Other InvestingPro metrics show a mix of valuation signals: a price-to-earnings ratio of 60.03 and an enterprise-value-to-EBITDA multiple of 36.51, which reflect elevated conventional valuation measures, while a PEG ratio of 0.62 suggests valuation may be reasonable relative to expected growth. InvestingPro also provides 12 supplemental tips for investors considering exposure to the company.

Spotify's own reported results for the fourth quarter included an influx of new users, with the company adding 38 million accounts. For the first quarter of 2026, Spotify issued guidance calling for revenue of 4.5 billion, operating income of 660 million and a gross margin of 32.8%.

Analyst reactions following the quarter have varied. IndeRes upgraded the stock to Buy and lifted its price target to $595, citing operational strength. MoffettNathanson raised its target to $514, highlighting the firm's view that Spotify can improve gross margins despite upcoming label renewals. Goldman Sachs adjusted its price target to $670 while maintaining a Buy rating. By contrast, Monness, Crespi, Hardt left a Neutral rating in place despite the quarter's upside. Guggenheim lowered its price target to $720, pointing to higher capital costs, but retained a Buy rating, acknowledging the company's strong quarterly results.
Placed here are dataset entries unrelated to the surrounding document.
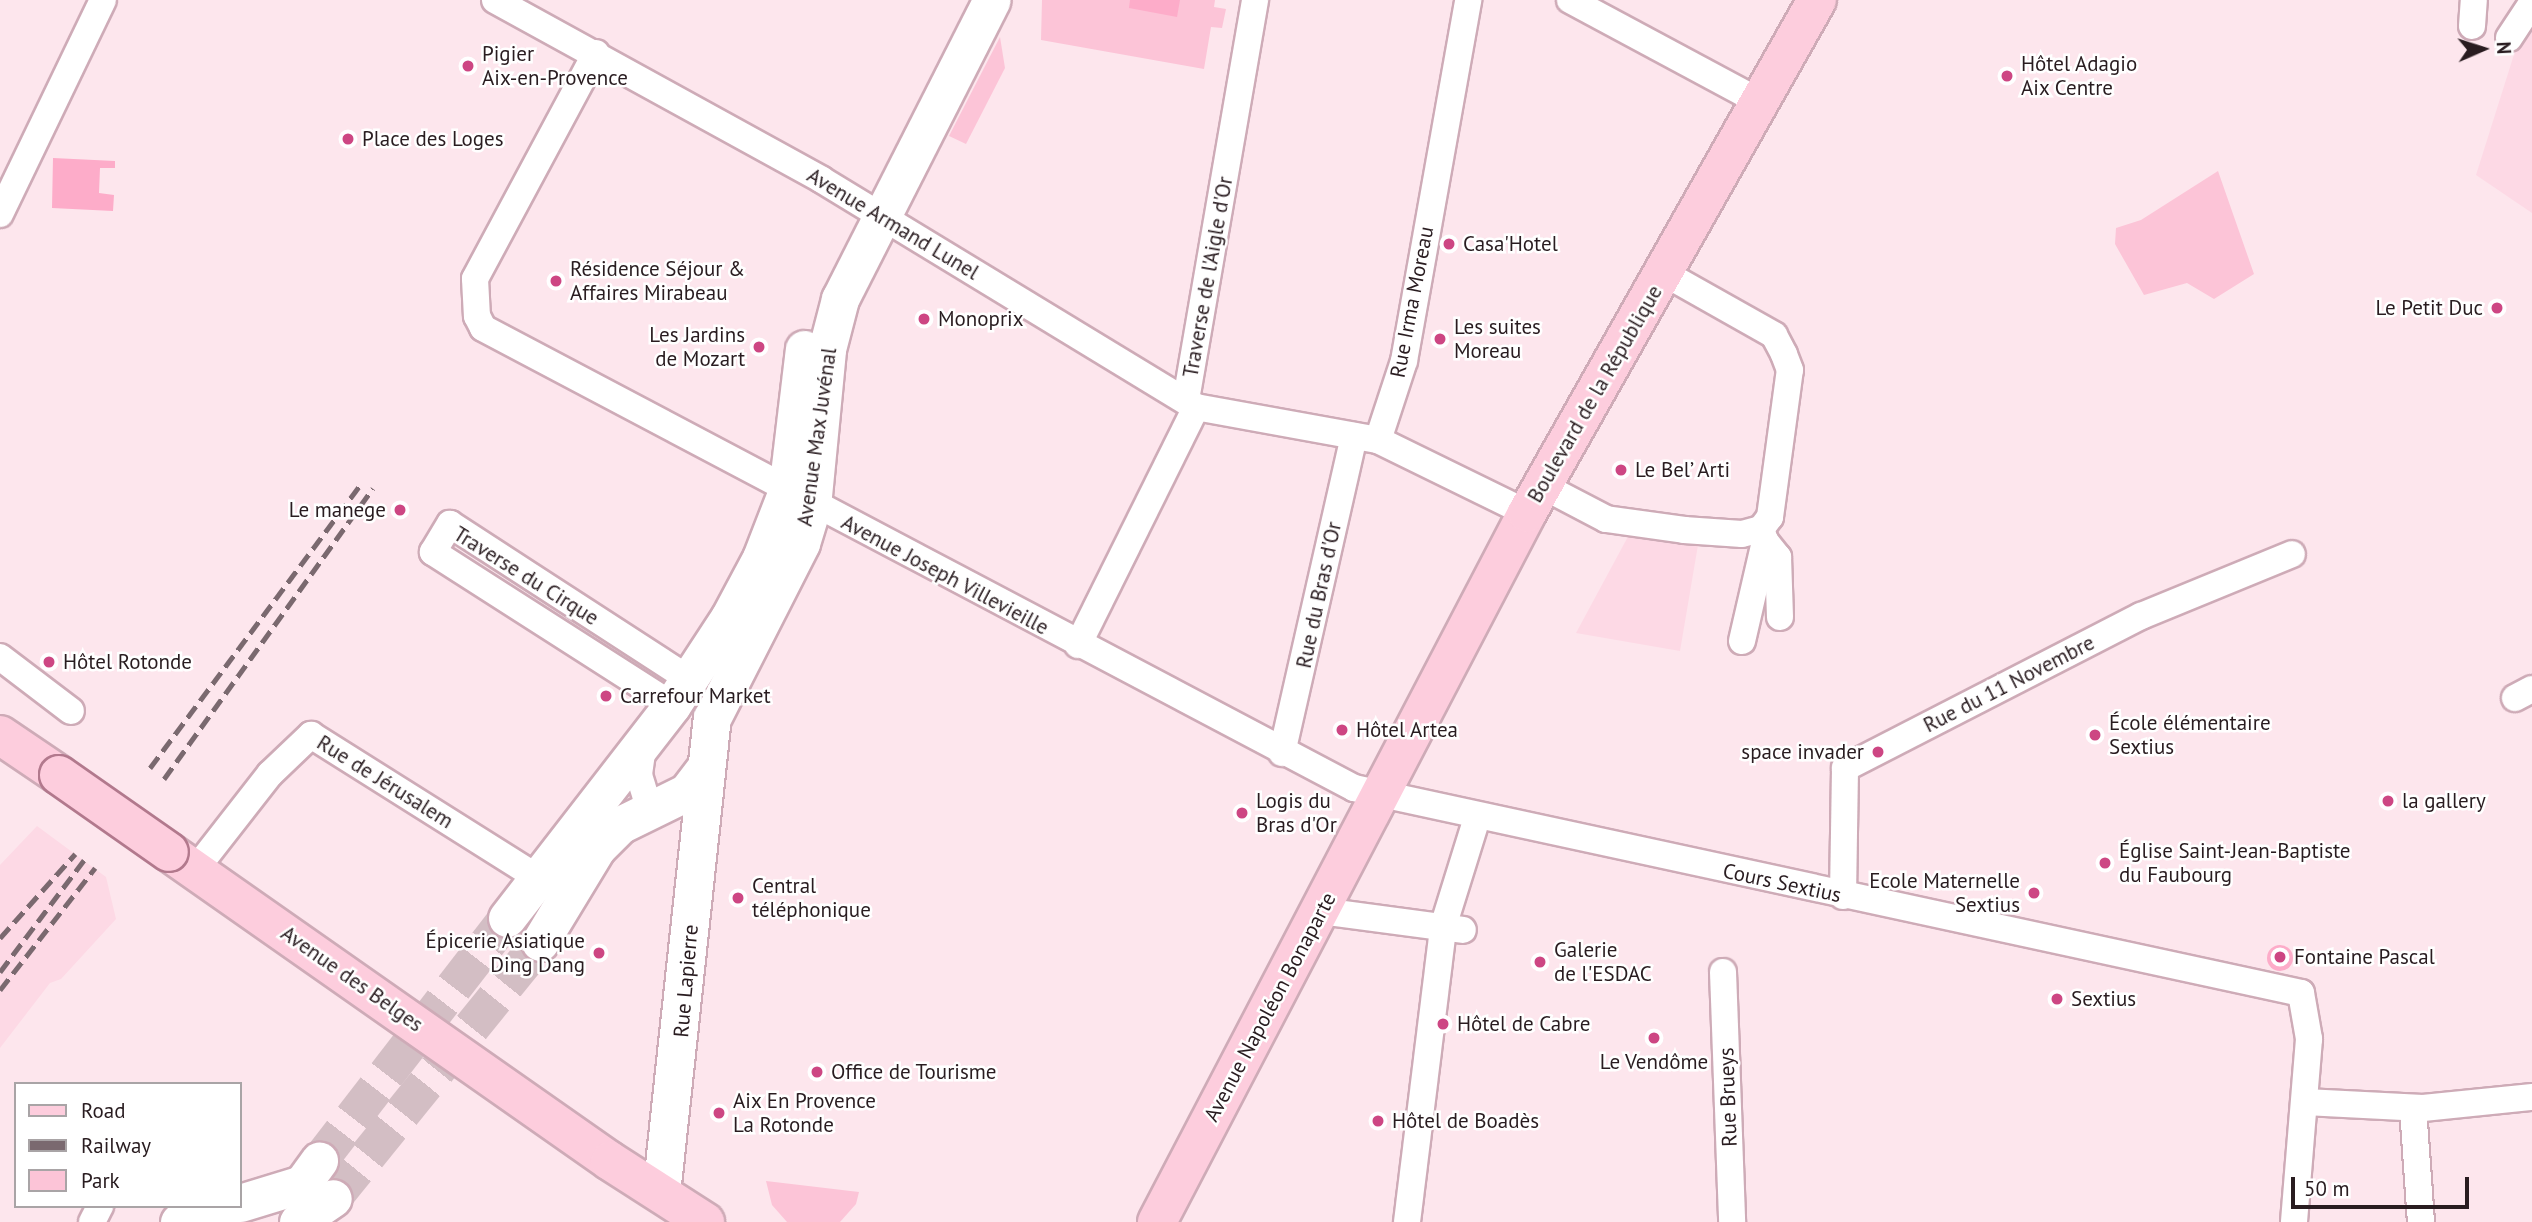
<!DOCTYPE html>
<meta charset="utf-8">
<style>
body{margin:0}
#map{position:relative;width:2532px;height:1222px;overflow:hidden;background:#fde6ed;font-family:"PT Sans",sans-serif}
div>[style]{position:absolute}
.built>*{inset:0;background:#fdd9e5}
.green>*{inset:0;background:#fcc4d7}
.water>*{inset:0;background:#fdacc9}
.round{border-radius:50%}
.secondary-tunnel>*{height:37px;margin-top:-18.5px;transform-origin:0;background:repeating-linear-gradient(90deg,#d3bec4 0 37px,transparent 0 55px)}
.roads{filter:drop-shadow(2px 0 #ceabb7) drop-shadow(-2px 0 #ceabb7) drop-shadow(0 2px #ceabb7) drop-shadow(0 -2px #ceabb7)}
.minor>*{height:26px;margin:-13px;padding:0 13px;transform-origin:13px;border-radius:13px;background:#fff}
.secondary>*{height:37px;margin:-18.5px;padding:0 18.5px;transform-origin:18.5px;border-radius:18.5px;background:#fff}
.primary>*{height:38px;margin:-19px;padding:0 19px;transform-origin:19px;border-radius:19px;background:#fdcddd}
.rail>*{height:5px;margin-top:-2.5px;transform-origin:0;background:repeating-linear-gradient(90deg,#7a696f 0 14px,transparent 0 21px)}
.bridges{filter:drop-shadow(2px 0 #b2798d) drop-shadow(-2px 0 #b2798d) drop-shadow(0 2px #b2798d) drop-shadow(0 -2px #b2798d)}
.primary-bridge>*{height:38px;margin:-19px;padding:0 19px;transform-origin:19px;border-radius:19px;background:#fdcddd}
.dots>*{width:19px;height:19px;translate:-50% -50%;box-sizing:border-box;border:4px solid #fff;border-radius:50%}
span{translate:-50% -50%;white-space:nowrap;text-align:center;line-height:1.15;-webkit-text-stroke:5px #fff;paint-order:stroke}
.poi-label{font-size:21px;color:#291c20}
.left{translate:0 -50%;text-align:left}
.right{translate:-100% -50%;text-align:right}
.street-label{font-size:21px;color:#291c20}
.legend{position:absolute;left:14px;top:1082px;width:228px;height:126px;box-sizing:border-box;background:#fff;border:2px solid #a9a4a6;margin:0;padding:9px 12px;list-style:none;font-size:21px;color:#291c20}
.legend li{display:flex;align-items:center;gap:14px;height:35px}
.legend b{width:35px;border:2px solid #a9a4a6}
.north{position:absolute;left:2448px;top:14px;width:70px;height:70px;-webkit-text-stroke:5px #fff;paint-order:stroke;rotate:87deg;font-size:19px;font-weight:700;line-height:28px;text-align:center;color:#291c20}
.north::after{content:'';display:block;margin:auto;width:24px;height:32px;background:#291c20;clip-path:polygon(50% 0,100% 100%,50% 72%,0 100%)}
.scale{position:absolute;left:2291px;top:1177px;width:178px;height:32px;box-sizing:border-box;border:4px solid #291c20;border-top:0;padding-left:9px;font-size:21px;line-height:24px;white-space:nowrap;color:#291c20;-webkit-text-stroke:5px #fff;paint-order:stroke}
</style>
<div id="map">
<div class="built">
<div style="clip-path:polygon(2532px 25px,2532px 213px,2476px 175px,2517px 45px)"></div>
<div style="clip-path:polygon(1631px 531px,1699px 539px,1680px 651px,1576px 633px)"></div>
<div style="clip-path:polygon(37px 826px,106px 877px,116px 919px,61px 979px,50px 983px,0 1048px,0 865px)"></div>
</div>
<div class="green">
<div style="clip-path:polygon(1042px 0,1215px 0,1214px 7px,1226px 9px,1222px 28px,1211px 27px,1204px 69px,1041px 40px)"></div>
<div style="clip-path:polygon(1000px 37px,1005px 68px,966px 144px,949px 136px)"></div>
<div style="clip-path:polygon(2218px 171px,2254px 274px,2214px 299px,2187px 283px,2144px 295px,2115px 244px,2116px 228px,2141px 220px)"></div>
<div style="clip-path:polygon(766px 1181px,859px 1192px,856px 1204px,840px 1222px,787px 1222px,772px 1205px)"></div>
</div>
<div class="water">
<div style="clip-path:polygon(1130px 0,1180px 0,1177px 17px,1129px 8px)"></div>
<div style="clip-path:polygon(53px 158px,115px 161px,115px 168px,100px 168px,99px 193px,114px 195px,113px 211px,52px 208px)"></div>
<div class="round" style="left:2267px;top:945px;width:26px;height:26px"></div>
</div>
<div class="secondary-tunnel">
<div style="left:319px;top:1161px;width:307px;rotate:-52.3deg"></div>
<div style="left:333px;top:1198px;width:329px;rotate:-51deg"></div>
</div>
<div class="roads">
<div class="minor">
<div style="left:495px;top:0;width:373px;rotate:28.8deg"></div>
<div style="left:822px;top:180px;width:437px;rotate:31.3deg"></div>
<div style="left:1196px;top:407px;width:185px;rotate:10.3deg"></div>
<div style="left:1378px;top:440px;width:166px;rotate:26.1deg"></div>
<div style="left:1570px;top:0;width:216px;rotate:28.2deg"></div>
<div style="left:2472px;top:26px;width:26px;rotate:-86deg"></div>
<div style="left:2509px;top:38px;width:42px;rotate:-56.7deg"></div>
<div style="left:596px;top:53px;width:256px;rotate:118.2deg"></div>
<div style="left:475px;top:279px;width:37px;rotate:87deg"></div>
<div style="left:477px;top:316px;width:13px;rotate:63deg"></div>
<div style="left:483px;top:328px;width:985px;rotate:27.84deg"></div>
<div style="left:1354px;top:788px;width:969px;rotate:12.21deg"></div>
<div style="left:2301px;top:993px;width:47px;rotate:80.1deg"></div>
<div style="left:2309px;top:1039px;width:184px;rotate:94.7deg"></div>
<div style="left:0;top:214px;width:237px;rotate:-64.3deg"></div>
<div style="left:1186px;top:400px;width:406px;rotate:-80.2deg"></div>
<div style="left:1378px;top:440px;width:83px;rotate:-71.8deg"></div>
<div style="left:1404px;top:361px;width:367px;rotate:-79.9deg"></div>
<div style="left:1543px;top:486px;width:71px;rotate:27.6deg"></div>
<div style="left:1606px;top:519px;width:79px;rotate:8deg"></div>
<div style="left:1684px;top:530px;width:58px;rotate:3.9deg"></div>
<div style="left:1742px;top:534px;width:20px;rotate:-15deg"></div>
<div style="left:1761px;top:529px;width:15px;rotate:-53deg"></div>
<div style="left:1770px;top:517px;width:148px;rotate:-82.3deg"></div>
<div style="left:1790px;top:370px;width:17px;rotate:-111deg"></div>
<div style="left:1784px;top:354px;width:21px;rotate:-118deg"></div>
<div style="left:1774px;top:335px;width:126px;rotate:-150.6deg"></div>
<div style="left:1765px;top:541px;width:21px;rotate:51deg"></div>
<div style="left:1778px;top:557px;width:60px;rotate:88.1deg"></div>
<div style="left:1742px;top:641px;width:103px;rotate:-77deg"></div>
<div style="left:1765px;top:541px;width:13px;rotate:-108deg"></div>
<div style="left:1078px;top:645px;width:266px;rotate:-63.6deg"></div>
<div style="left:0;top:657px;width:89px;rotate:37.3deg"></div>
<div style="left:2515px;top:698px;width:19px;rotate:-28deg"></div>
<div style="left:672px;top:705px;width:284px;rotate:-147.4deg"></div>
<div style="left:433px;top:552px;width:33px;rotate:-59deg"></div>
<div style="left:450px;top:524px;width:286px;rotate:33deg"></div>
<div style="left:643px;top:746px;width:29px;rotate:98deg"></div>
<div style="left:639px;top:775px;width:37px;rotate:73deg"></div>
<div style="left:1282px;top:753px;width:325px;rotate:-77.2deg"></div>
<div style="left:195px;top:870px;width:122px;rotate:-52deg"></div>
<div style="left:270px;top:774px;width:57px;rotate:-43.6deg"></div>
<div style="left:311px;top:735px;width:268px;rotate:32.2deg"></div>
<div style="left:1843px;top:896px;width:128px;rotate:-89.1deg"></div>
<div style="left:1845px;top:768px;width:333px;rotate:-27.2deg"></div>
<div style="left:2141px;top:616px;width:163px;rotate:-22.3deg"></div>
<div style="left:1321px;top:911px;width:143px;rotate:7.6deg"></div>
<div style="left:1723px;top:972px;width:250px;rotate:87.9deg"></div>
<div style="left:2305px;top:1102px;width:118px;rotate:2.9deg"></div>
<div style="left:2423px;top:1108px;width:110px;rotate:-5.8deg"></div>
<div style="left:2413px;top:1108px;width:114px;rotate:86deg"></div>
<div style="left:92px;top:1222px;width:18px;rotate:-63deg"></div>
<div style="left:1407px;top:1222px;width:297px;rotate:-83deg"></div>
<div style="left:1443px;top:927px;width:114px;rotate:-72.7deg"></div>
</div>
<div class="secondary">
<div style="left:507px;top:918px;width:269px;rotate:-52.2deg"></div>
<div style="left:672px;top:705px;width:104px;rotate:-56.8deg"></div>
<div style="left:729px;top:618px;width:68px;rotate:-61.9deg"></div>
<div style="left:761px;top:558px;width:72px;rotate:-68.8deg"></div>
<div style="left:787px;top:491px;width:143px;rotate:-83.2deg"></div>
<div style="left:540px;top:942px;width:110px;rotate:-58.8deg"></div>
<div style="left:597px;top:848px;width:33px;rotate:-45deg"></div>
<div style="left:620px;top:825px;width:75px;rotate:-26.2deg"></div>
<div style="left:687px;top:792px;width:30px;rotate:-53deg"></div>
<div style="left:661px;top:1193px;width:478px;rotate:-83.9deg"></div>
<div style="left:712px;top:718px;width:196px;rotate:-63deg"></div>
<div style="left:801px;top:543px;width:39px;rotate:-73deg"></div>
<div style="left:812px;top:506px;width:158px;rotate:-84.5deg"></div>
<div style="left:827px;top:349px;width:52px;rotate:-75.4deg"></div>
<div style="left:840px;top:299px;width:335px;rotate:-63.1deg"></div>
<div style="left:240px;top:1203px;width:65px;rotate:-17deg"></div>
<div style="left:302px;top:1184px;width:29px;rotate:-54deg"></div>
<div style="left:179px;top:1222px;width:52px;rotate:-18.1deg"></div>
<div style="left:298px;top:1222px;width:42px;rotate:-34.4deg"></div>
</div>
<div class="primary">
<div style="left:0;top:735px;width:71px;rotate:34.1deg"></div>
<div style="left:169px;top:852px;width:538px;rotate:35.02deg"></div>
<div style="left:610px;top:1161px;width:113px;rotate:32.7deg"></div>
<div style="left:1157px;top:1222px;width:800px;rotate:-62.44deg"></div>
<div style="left:1527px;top:513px;width:589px;rotate:-60.52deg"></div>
</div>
</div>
<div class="rail">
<div style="left:150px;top:768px;width:355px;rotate:-53.4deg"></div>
<div style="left:164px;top:779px;width:358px;rotate:-54.3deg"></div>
<div style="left:0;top:938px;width:113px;rotate:-48.2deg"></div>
<div style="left:0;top:972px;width:140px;rotate:-53.1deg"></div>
<div style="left:0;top:990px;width:155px;rotate:-52.1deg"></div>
</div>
<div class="bridges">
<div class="primary-bridge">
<div style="left:59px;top:775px;width:134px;rotate:35deg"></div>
</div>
</div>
<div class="dots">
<div style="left:468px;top:66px;background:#cd4683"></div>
<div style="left:2007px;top:76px;background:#cd4683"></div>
<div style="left:348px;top:139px;background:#cd4683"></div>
<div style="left:1449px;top:244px;background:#cd4683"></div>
<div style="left:556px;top:281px;background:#cd4683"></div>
<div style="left:2497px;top:308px;background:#cd4683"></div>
<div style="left:924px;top:319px;background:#cd4683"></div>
<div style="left:1440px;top:339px;background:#cd4683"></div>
<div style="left:759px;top:347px;background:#cd4683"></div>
<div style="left:1621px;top:470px;background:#cd4683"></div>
<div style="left:400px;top:510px;background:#cd4683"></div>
<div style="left:49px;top:662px;background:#cd4683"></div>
<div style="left:606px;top:696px;background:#cd4683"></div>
<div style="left:1342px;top:730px;background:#cd4683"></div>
<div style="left:2095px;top:735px;background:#cd4683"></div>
<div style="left:1878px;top:752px;background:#cd4683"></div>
<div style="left:2388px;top:801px;background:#cd4683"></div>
<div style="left:1242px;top:813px;background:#cd4683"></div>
<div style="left:2105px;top:863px;background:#cd4683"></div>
<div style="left:2034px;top:893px;background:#cd4683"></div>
<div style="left:738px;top:898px;background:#cd4683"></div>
<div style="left:599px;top:953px;background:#cd4683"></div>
<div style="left:2280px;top:957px;background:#cd4683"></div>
<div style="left:1540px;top:962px;background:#cd4683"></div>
<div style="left:2057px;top:999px;background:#cd4683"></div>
<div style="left:1443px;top:1024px;background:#cd4683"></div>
<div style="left:1654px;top:1038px;background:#cd4683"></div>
<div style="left:817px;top:1072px;background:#cd4683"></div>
<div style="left:719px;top:1113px;background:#cd4683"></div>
<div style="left:1378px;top:1121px;background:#cd4683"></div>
</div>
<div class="poi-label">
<span class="left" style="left:482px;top:66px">Pigier<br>Aix-en-Provence</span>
<span class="left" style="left:2021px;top:76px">Hôtel Adagio<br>Aix Centre</span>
<span class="left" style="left:362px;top:139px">Place des Loges</span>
<span class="left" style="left:1463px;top:244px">Casa'Hotel</span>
<span class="left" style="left:570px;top:281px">Résidence Séjour &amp;<br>Affaires Mirabeau</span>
<span class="right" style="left:2483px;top:308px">Le Petit Duc</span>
<span class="left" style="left:938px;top:319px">Monoprix</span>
<span class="left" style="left:1454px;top:339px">Les suites<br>Moreau</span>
<span class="right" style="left:745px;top:347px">Les Jardins<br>de Mozart</span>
<span class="left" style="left:1635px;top:470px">Le Bel’ Arti</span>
<span class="right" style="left:386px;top:510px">Le manege</span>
<span class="left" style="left:63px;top:662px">Hôtel Rotonde</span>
<span class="left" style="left:620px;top:696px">Carrefour Market</span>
<span class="left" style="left:2109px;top:735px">École élémentaire<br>Sextius</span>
<span class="left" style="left:1356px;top:730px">Hôtel Artea</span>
<span class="right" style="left:1864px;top:752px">space invader</span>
<span class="left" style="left:1256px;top:813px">Logis du<br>Bras d'Or</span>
<span class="left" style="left:2402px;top:801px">la gallery</span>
<span class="left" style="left:2119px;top:863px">Église Saint-Jean-Baptiste<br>du Faubourg</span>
<span class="right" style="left:2020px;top:893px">Ecole Maternelle<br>Sextius</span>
<span class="left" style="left:752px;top:898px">Central<br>téléphonique</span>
<span class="right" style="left:585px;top:953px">Épicerie Asiatique<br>Ding Dang</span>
<span class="left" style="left:1554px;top:962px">Galerie<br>de l'ESDAC</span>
<span class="left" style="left:2294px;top:957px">Fontaine Pascal</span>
<span class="left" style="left:2071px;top:999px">Sextius</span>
<span class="left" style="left:1457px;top:1024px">Hôtel de Cabre</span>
<span style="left:1654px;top:1062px">Le Vendôme</span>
<span class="left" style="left:831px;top:1072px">Office de Tourisme</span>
<span class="left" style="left:733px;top:1113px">Aix En Provence<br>La Rotonde</span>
<span class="left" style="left:1392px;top:1121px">Hôtel de Boadès</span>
</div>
<div class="street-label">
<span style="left:893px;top:224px;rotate:31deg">Avenue Armand Lunel</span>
<span style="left:1208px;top:277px;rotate:-80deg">Traverse de l'Aigle d'Or</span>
<span style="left:1412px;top:302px;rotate:-79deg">Rue Irma Moreau</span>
<span style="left:1595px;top:394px;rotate:-60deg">Boulevard de la République</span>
<span style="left:817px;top:437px;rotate:-82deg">Avenue Max Juvénal</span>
<span style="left:945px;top:575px;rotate:28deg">Avenue Joseph Villevieille</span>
<span style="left:526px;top:576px;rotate:32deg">Traverse du Cirque</span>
<span style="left:1319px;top:595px;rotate:-78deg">Rue du Bras d'Or</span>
<span style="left:2009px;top:684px;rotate:-27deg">Rue du 11 Novembre</span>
<span style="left:385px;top:782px;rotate:32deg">Rue de Jérusalem</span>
<span style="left:1782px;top:883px;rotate:12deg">Cours Sextius</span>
<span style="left:352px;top:979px;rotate:35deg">Avenue des Belges</span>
<span style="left:686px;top:981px;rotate:-85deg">Rue Lapierre</span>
<span style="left:1270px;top:1007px;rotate:-62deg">Avenue Napoléon Bonaparte</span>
<span style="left:1728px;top:1097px;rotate:-92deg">Rue Brueys</span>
</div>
<ul class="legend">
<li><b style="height:9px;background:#fdcddd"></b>Road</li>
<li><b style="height:9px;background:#7a696f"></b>Railway</li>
<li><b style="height:19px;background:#fcc4d7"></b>Park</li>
</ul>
<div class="north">N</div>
<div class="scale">50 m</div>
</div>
The mix of reiterated buys, upgrades and cautious holds reflects differing assessments of margin trajectory, capital expenditure and valuation. Citizens' view centers on Spotify's multi-vertical scale, rich data assets and balance-sheet flexibility, supporting its Market Outperform stance and $800 target at a time when market sentiment remains largely favorable.


Summary

Citizens retained a Market Outperform rating and $800 price target on Spotify following Q4 2025 results, citing the company's expansive content platform, sizable user base of 751 million monthly active users, proprietary listening datasets, and a healthy balance sheet. Analysts remain mostly bullish, though valuation metrics and divergent price targets reveal differing views on the stock's risk-return profile.

Risks

  • Elevated traditional valuation measures - including a P/E of 60.03 and an EV/EBITDA of 36.51 - suggest valuation risk for equity investors in the entertainment and tech sectors.
  • Upcoming label renewals could pressure gross margins, a point cited in analyst commentary and relevant to media and content licensing dynamics.
  • Higher capital costs, noted by Guggenheim in lowering its price target, introduce uncertainty around free cash flow and capital deployment decisions.